Life for Yamil was beautiful. He came to Cuba every time love and homesickness touched his heart. That was his weakness. Nostalgia. That feeling that after time becomes a thief that robs us of our strength. He commuted between Havana and Miami. His unlucky day was October 13.

“Every day I ask myself if what happened is just a nightmare. I spent two months in a cell of two square meters that was 105 degrees Fahrenheit in Villa Marista (seat of the political police). I was sentenced to 10 years, in hard prison conditions, where they applied different types of humiliation and torture to me. I saw my family every 45 days. At times when I wake up, I open my eyes slowly, thinking that I’m going to find myself in my home in Florida,” Yamil recounts with a sad voice on one of his family visiting days in prison.

His life changed into a Calvary. For non-payment, the bank foreclosed on his house in Florida. He lost his business. And lawyers fees came to more than five thousand dollars. It happens that by Cuban law, when it comes time to pay, Yamil is a North American citizen.

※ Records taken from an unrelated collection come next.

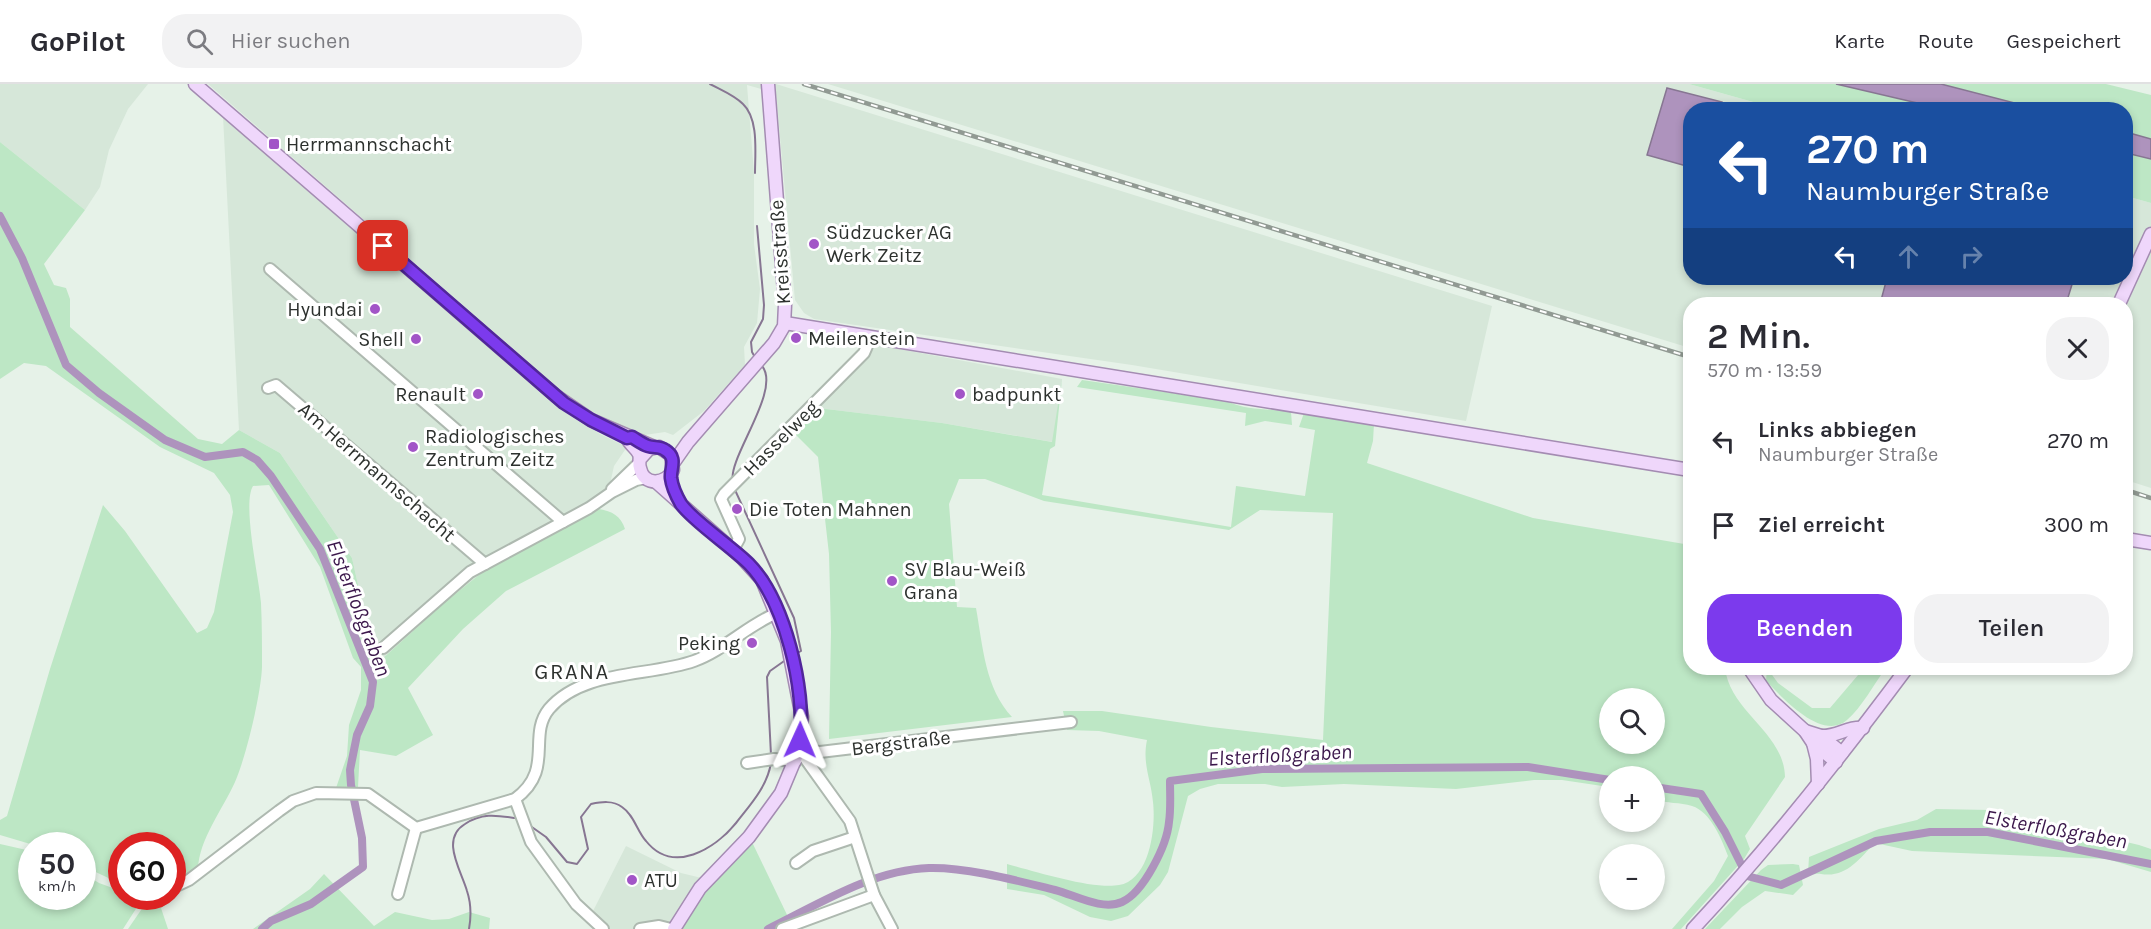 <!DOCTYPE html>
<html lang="de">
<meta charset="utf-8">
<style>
body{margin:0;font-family:Karla,sans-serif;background:#f2f2f3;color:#2b2b33;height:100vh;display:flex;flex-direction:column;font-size:22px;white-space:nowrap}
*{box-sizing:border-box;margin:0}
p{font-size:20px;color:#7c7c81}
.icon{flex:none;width:33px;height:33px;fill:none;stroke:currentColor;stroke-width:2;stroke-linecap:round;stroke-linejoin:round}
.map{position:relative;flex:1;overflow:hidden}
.side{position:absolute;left:1683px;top:213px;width:450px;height:378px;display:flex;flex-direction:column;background:#fff;border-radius:24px;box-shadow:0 3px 9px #0003}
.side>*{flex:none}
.guide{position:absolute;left:1683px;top:18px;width:450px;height:183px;border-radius:24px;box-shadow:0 3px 9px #0003;background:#1a4fa0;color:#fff;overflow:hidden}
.controls{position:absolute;left:1599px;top:604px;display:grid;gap:12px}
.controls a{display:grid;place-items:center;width:66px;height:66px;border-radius:50%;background:#fff;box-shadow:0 3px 9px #0003;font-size:30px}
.speed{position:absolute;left:18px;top:748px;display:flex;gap:12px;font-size:30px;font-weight:700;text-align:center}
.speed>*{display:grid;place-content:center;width:78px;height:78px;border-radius:50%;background:#fff;box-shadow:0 3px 9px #0003;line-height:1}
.speed small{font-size:15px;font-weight:400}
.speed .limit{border:9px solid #d22;background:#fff;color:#111}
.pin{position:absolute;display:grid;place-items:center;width:51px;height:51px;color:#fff;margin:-26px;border-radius:12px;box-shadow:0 3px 9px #0006}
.me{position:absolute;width:66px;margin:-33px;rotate:1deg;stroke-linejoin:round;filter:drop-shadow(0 0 4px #0008)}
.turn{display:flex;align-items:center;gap:21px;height:126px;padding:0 24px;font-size:27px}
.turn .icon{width:78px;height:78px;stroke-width:2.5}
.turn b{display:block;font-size:42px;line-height:51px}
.lanes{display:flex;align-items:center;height:57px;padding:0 24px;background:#0003;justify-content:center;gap:30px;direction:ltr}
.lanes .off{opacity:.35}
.round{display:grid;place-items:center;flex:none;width:63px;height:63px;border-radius:24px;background:#f2f2f3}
.summary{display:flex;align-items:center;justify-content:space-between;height:102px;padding:0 24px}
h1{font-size:36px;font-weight:600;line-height:45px}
.primary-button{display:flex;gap:12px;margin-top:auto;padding:12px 24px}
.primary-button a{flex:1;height:69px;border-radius:24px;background:#7c3aed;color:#fff;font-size:24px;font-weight:600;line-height:69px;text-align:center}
.primary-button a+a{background:#f2f2f3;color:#2b2b33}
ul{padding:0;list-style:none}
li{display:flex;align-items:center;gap:18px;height:84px;padding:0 24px}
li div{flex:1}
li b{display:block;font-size:22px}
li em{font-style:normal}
header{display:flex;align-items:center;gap:36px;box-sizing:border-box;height:84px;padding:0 30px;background:#fff;border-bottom:2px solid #e1e1e2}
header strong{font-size:28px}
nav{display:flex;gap:33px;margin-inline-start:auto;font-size:21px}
.search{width:420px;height:54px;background:#f2f2f3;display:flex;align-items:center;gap:15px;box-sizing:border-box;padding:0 21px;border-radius:24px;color:#7c7c81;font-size:22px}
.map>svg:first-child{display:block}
</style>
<header>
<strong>GoPilot</strong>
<div class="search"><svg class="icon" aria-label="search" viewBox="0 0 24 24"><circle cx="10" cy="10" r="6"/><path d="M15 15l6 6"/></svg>Hier suchen</div>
<nav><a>Karte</a><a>Route</a><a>Gespeichert</a></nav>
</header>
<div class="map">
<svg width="2151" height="845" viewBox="0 0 2151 845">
<rect width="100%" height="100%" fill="#e6f2e8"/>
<g fill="#d6e7d9">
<path d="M0 0H148L128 25 109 66 100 103 85 126 0 58Z"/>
<path d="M208 0H776L1492 222 1466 337 1132 281 814 235 804 229 795 216 776 9 747 1 754 89V160L760 205 757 239 744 263 745 281 704 327 673 351 665 348 638 352 578 322Z"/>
<path d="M828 0H1689L1778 25 1690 26V194H2126V112L2151 119V404L2126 396V220H1690V264Z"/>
<path d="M223 32 535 302 569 329 600 350 627 363 614 382 610 400 611 416 599 425 490 482 444 519 381 576 372 563 352 474 280 369 239 346Z"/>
<path d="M877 261 1062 295 1053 358 942 339 818 324Z"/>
<path d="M626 762 681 789 714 797 680 845H601L593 827Z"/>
</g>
<g fill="#bde7c5" fill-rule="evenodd">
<path d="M1689 0H1836L1943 25H1778Z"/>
<path d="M1941 0H2106L2151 11V55L2126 48V26L2038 25Z"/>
<path d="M0 58 85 126 44 180 54 201 66 204 70 215V243L198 355 222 360 239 346 280 369 352 474 372 563 381 576 444 519 490 482 599 425C612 427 621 432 625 445L506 507 463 545 408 604 433 651 396 672 360 666 358 703 336 704 347 672 349 641 361 606V583L353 574 320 483 269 401 253 402C242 420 259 494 261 519 262 540 262 562 262 583 261 610 246 673 235 698 223 725 199 755 198 785L173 802 172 762H122L121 800 83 782 82 762H37L0 751V736L7 732 50 585 103 421 125 447 197 549 207 544 214 528 233 428 230 411 214 389 160 363 46 282 24 279 0 295Z"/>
<path d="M2126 69 2151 75V119L2126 112Z"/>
<path d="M1062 295 1055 362 1050 365 1042 411 1231 443 1236 402 1305 412 1315 346 1299 343 1304 329 1374 340 1373 357 1367 379 1533 434 1690 461V584H1725C1730 628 1784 648 1785 693L1745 752 1750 765 1744 775 1681 845H1672L1714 797 1728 772C1722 756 1711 728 1692 722 1680 718 1667 720 1655 715L1654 693H1610L1609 703 1562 696H1534L1456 705 1344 700 1282 703 1265 700H1218L1200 705 1188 712 1168 788 1160 801 1128 832 1111 837 1090 833 1044 811 1007 805V780C1034 787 1094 806 1119 801 1150 796 1156 743 1153 718 1151 695 1142 680 1147 656L1099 647 1067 646 1063 627H1102L1211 643 1323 656 1333 429 1260 426 1229 446 1044 417 985 395H959L949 420 957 523 976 524C983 563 985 604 1012 633L829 655 831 548 829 470 818 373 793 348 818 324 942 339 1052 358ZM1610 615H1654V660H1610Z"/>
<path d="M1082 296 1227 317C1247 327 1268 324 1291 328L1292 341 1265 337 1245 342 1246 329 1077 303Z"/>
<path d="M1767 584 1778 599 1812 624H1830L1864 584H1886C1874 600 1862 623 1847 636 1822 658 1782 613 1766 597Z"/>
<path d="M1936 725 1990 726 2139 761 2151 765V788L2107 775 1912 767 1875 759C1858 776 1846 794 1821 790 1815 789 1814 792 1808 789L1809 773 1879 745 1917 736Z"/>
<path d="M752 758 790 837 773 845H680L700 813Z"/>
<path d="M0 760 31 767 32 813H82L83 789 99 799 121 807 122 813H139V820L123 845H0Z"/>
<path d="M1793 780 1799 781 1803 801 1793 811 1765 807 1742 823 1720 845H1705L1761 786 1768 781Z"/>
<path d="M324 790 374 842 395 828 432 836 449 835 469 828 490 834 489 845H253L310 805Z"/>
<path d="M176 806 177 811 161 824 168 845H128L150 813H172L173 807Z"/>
</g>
<g fill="#ae93bd" stroke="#877692" stroke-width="1.5">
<path d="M1836 0H1941L2038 25H1943Z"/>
<path d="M1667 4 1722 18 1720 25 1690 26V83L1647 71Z"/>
<path d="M2126 48 2151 55V75L2126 69Z"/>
<path d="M1887 194H2074L2066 220H1880Z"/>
</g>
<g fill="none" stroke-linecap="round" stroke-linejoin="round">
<g stroke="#877692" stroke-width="2">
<path d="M710 0C721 6 734 11 743 20 759 35 755 69 755 89"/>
<path d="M756 275 752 268 751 258 763 235 764 221 757 142"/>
<path d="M733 397C727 375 782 306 762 282"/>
<path d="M735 406 794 534 801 567 794 571"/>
<path d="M771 671 767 593 770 587 787 575"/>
<path d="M529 741 546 753 567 778 577 780 588 765 581 733 591 720C601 718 613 716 622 723 634 731 637 747 646 757 673 791 715 765 736 739 750 721 767 703 771 679"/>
<path d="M469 845C471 834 471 819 467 807 461 786 440 755 465 740 481 729 496 731 514 734"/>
</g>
<g stroke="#ae93bd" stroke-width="8">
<path d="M0 132 22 174 66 281 99 309 165 356 205 373 243 368 257 376 271 392 320 465 373 598 370 622 357 651 350 686 351 701 362 754 363 783 311 820 271 837 262 845"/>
<path d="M1654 703 1701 710 1725 748 1747 792 1781 801 1876 757 1930 748H1988L2151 780"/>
<path d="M768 845C819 820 872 786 929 784 967 783 1018 797 1055 806 1075 811 1102 827 1122 818 1144 808 1167 761 1169 738 1171 725 1170 710 1170 697L1262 685 1528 683 1610 696"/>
</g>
<defs>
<g id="minor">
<path d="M270 185 563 438"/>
<path d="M268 304 276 301 485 480"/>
<path d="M612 405 639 379"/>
<path d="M733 466 739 455 721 415 724 410 864 269 871 253"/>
<path d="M383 564 470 488 589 424 612 408 636 396 646 394"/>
<path d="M799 666 820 668 1071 638"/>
<path d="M799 666 850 737 874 811 892 845"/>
<path d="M747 679 774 675 796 677"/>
<path d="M515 715 531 758 576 820 603 845"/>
<path d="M796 779 813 767 855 753"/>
<path d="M172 804 189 796 279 727 293 717 316 709 368 710 416 744 515 715C555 686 527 652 549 625 583 585 649 593 694 577 724 566 748 541 777 529"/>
<path d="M398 810 416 744"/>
<path d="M640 845 659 842 671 845"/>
<path d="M782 845 874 811"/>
</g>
<g id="major">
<path d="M195 0 556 312 591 336 654 363"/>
<path d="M2119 220 2151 150"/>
<path d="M785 239 1690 386"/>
<path d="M627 354C630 361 636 364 639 370 641 375 638 379 640 384 644 403 666 400 673 386L671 371 659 363 649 365 640 375"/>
<path d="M674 378 688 358 774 259 784 242 785 221 768 0"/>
<path d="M656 398 742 474 762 496 787 557 802 633 799 666 781 709 749 753 700 804 674 845"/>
<path d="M2126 455 2151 459"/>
<path d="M1749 584 1771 616 1805 647 1813 659 1836 678"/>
<path d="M1805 647 1821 652 1842 669"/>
<path d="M1821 652C1837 653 1848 642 1863 644"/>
<path d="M1813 659 1817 675 1818 700"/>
<path d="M1693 845C1770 763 1840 674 1907 584"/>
</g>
</defs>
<use href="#minor" stroke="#aeb9b0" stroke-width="14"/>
<use href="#major" stroke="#a48cb2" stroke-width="15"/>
<use href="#minor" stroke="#fff" stroke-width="10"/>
<use href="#major" stroke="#efd7fb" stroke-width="12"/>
<defs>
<g id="rail">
<path d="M804 0 1690 273"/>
<path d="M2126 406 2151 414"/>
</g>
</defs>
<use href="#rail" stroke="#919a93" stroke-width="4.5"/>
<use href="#rail" stroke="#fff" stroke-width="2" stroke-dasharray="7" stroke-linecap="butt"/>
</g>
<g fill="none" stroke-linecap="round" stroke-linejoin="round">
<defs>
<path id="route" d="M383 162 564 319 591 336 627 354 632 353C637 356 642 360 648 362 654 364 660 362 665 366 678 374 670 384 671 394 672 402 677 413 681 420 693 437 732 463 749 480 785 517 806 606 800 656"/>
</defs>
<use href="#route" stroke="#51269a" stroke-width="15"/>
<use href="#route" stroke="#7c3aed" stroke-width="10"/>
</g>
<g fill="#a255c7" stroke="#fff" stroke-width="2">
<rect x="268" y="54" width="12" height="12" rx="3"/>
<circle cx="814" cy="160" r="6"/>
<circle cx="375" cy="225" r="6"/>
<circle cx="796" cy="254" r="6"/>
<circle cx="416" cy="255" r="6"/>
<circle cx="478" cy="310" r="6"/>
<circle cx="960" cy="310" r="6"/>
<circle cx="413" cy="363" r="6"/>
<circle cx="737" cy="425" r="6"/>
<circle cx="892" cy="497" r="6"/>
<circle cx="752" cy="559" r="6"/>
<circle cx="632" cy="796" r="6"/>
</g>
<g text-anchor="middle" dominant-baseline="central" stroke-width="6" stroke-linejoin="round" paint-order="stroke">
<g font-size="20" fill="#2d312e" stroke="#fff" text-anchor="start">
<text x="286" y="60">Herrmannschacht</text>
<text x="826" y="148">Südzucker AG<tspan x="826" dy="23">Werk Zeitz</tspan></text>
<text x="363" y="225" text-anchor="end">Hyundai</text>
<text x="808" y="254">Meilenstein</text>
<text x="404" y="255" text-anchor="end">Shell</text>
<text x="466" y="310" text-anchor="end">Renault</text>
<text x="972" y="310">badpunkt</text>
<text x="425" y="352">Radiologisches<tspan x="425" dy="23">Zentrum Zeitz</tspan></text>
<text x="749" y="425">Die Toten Mahnen</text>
<text x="904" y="485">SV Blau-Weiß<tspan x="904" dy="23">Grana</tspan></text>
<text x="740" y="559" text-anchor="end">Peking</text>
<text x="644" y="796">ATU</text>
</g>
<g font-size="20" fill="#2d312e" stroke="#fff">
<text transform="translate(780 168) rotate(-94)">Kreisstraße</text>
<text transform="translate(781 354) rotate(-45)">Hasselweg</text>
<text transform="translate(377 388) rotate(41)">Am Herrmannschacht</text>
<text transform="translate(901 659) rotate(-7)">Bergstraße</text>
</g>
<g font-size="21" font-style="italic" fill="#3b174b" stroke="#fff">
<text transform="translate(359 524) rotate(69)">Elsterfloßgraben</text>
<text transform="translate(1280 671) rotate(-3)">Elsterfloßgraben</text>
<text transform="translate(2056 745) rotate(10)">Elsterfloßgraben</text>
</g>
<g font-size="22" letter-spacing="1.5" fill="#2d312e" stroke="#fff">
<text x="572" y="588">GRANA</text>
</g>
</g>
</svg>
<div class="controls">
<a><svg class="icon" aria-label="search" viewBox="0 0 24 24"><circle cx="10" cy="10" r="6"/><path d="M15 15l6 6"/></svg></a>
<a>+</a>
<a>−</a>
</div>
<div class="speed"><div>50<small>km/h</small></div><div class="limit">60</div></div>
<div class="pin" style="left:383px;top:162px;background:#d93025"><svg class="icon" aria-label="arrive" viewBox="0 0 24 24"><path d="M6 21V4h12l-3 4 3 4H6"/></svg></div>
<svg class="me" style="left:800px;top:656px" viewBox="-20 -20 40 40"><path d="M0-17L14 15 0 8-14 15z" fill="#7c3aed" stroke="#fff" stroke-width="4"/></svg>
<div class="guide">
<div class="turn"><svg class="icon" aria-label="left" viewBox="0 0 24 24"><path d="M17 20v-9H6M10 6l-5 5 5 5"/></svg><div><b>270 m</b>Naumburger Straße</div></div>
<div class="lanes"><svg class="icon" aria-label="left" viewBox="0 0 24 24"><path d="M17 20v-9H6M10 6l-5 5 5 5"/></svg><svg class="icon off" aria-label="ahead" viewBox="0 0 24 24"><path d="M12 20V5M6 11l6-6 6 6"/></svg><svg class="icon off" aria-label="right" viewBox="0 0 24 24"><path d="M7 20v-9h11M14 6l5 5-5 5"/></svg></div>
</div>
<section class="side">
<div class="summary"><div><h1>2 Min.</h1><p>570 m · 13:59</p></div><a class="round"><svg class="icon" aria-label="close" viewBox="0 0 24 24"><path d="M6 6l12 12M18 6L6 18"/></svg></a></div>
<ul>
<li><svg class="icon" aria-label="left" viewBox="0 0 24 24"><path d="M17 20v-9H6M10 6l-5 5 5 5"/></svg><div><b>Links abbiegen</b><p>Naumburger Straße</p></div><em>270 m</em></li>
<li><svg class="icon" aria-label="arrive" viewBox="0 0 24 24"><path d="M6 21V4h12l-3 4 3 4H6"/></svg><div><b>Ziel erreicht</b></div><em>300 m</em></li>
</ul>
<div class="primary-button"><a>Beenden</a><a>Teilen</a></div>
</section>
</div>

According to the Constitution of the Republic, Cuban citizenship is lost when you gain citizenship in another country. And the government of the United States, which is capable of unleashing a war on behalf of any United States citizen, in the case of many Cuban Americans, has a very weak position. Yamil Domínguez is in no man’s land.

According to a law firm of independent lawyers that Wilfredo Vallín directs, who have studied in detail the transcript of the case brought against Yamil Domínguez by the prosecutor, there’s a procedural error in the instructions in the case.

As is usual in the islands’ legal system, the accused are guilty from the start and must demonstrate their innocence in the course of the investigation.

In addition, for these independent lawyers, the type of crime is badly applied. “The only thing that can apply is illegal entry into the country. The penalty is two years, and they can’t confiscate your boat,” explains Laritza Diversent, one of the attorneys.

According to Yamil, the trial was a circus. He refused to sign any document that incriminated him, and he does not accept the confiscation of his boat.

An ex-functionary of the Ministry of the Interior, analyzing his case, says, “It could appear subjective, but the key to all this is the boat. Many bigwigs and generals lean over backwards for good boats. If you find out where the boat actually is, you will have your answer. It’s easier to sentence you to 10 years for human trafficking, and you can confiscate the boat, than to give a sentence of two years for illegal entry, a punishment where, after you get out of prison, you can ask for your boat back.”

The United States Consul in Cuba visits him every three months, and Yamil is not satisfied with his treatment. “To save medication they open the pills for me and leave me only a daily dosage. They allege that they don’t want to have a diplomatic conflict because of the Cuban Americans who are prisoners on the island,” Domínguez said.

And they do little. Or nothing. Meanwhile, Yamil does not remain with his arms crossed. He has opened a personal blog, Notorious Injustice, which is updated by his wife and his sister. He writes not only about his drama but also about life in prison, politics, or Orlando Zapata.

After two-and-a-half-years in prison, Yamil Domínguez is convinced that his only crime is having been born in Cuba and having chosen the option of emigrating. He believes that he’s paying for that. No more.

Iván García

Note: Since April 14, Yamil decided to stop eating food and to take only liquids, so that his case will stop being a notorious injustice.